>>>>>

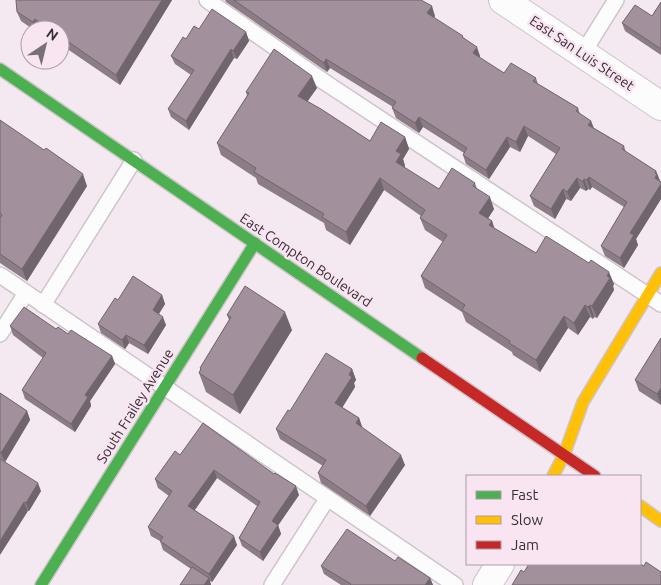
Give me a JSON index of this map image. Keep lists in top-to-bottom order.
{
  "streets": {
    "main road": ["East Compton Boulevard", "South Frailey Avenue"],
    "street": ["East San Luis Street"]
  },
  "crossings": [
    ["East Compton Boulevard", "South Frailey Avenue"]
  ],
  "legend": ["Fast", "Slow", "Jam"],
  "north": "top right"
}
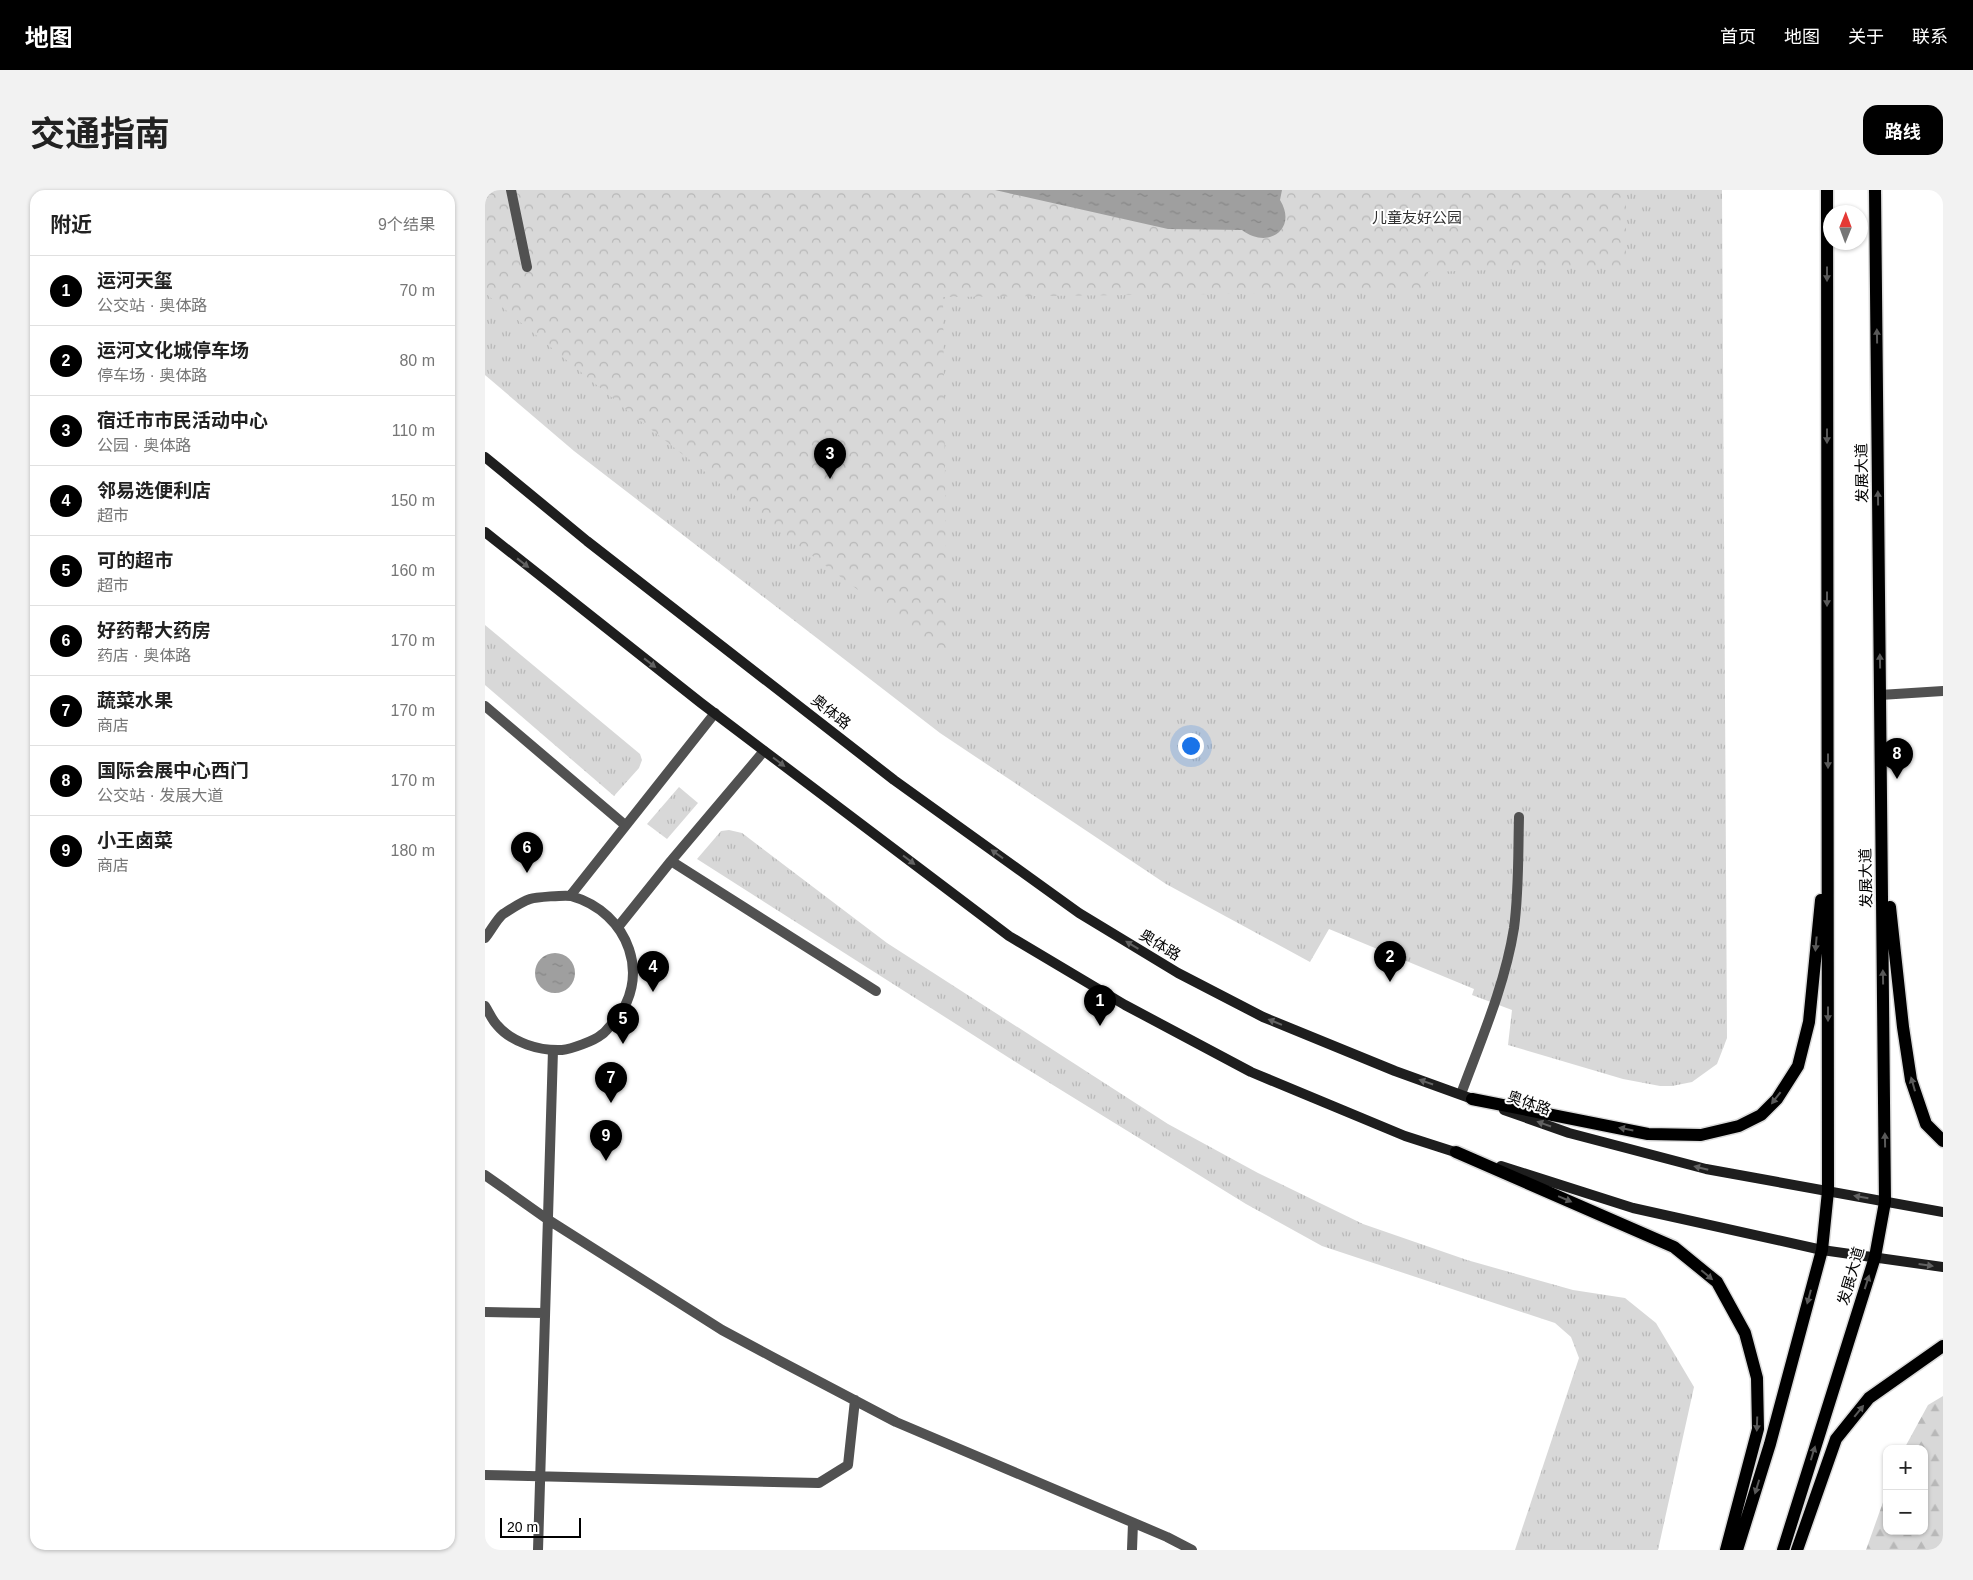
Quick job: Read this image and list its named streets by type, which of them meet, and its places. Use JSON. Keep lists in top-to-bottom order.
{
  "streets": {
    "main road": ["发展大道", "奥体路"]
  },
  "crossings": [
    ["发展大道", "奥体路"]
  ],
  "parks": ["儿童友好公园"],
  "scale_bar": "20 m",
  "north": "top",
  "page": {
    "header": "地图",
    "nav": [
      "首页",
      "地图",
      "关于",
      "联系"
    ],
    "title": "交通指南",
    "buttons": "路线",
    "heading": ["附近", "9个结果"],
    "list": [
      {
        "mark": "1",
        "name": "运河天玺",
        "note": "公交站 · 奥体路",
        "value": "70 m"
      },
      {
        "mark": "2",
        "name": "运河文化城停车场",
        "note": "停车场 · 奥体路",
        "value": "80 m"
      },
      {
        "mark": "3",
        "name": "宿迁市市民活动中心",
        "note": "公园 · 奥体路",
        "value": "110 m"
      },
      {
        "mark": "4",
        "name": "邻易选便利店",
        "note": "超市",
        "value": "150 m"
      },
      {
        "mark": "5",
        "name": "可的超市",
        "note": "超市",
        "value": "160 m"
      },
      {
        "mark": "6",
        "name": "好药帮大药房",
        "note": "药店 · 奥体路",
        "value": "170 m"
      },
      {
        "mark": "7",
        "name": "蔬菜水果",
        "note": "商店",
        "value": "170 m"
      },
      {
        "mark": "8",
        "name": "国际会展中心西门",
        "note": "公交站 · 发展大道",
        "value": "170 m"
      },
      {
        "mark": "9",
        "name": "小王卤菜",
        "note": "商店",
        "value": "180 m"
      }
    ],
    "pins": [
      "3",
      "8",
      "6",
      "2",
      "4",
      "1",
      "5",
      "7",
      "9"
    ],
    "map_buttons": ["+", "−"],
    "scale": "20 m"
  }
}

<<<<<

**What the task requires:** Counting only lines that contain the word "lists", state how many appear in the entries, and add nothing.

**Task response:** 2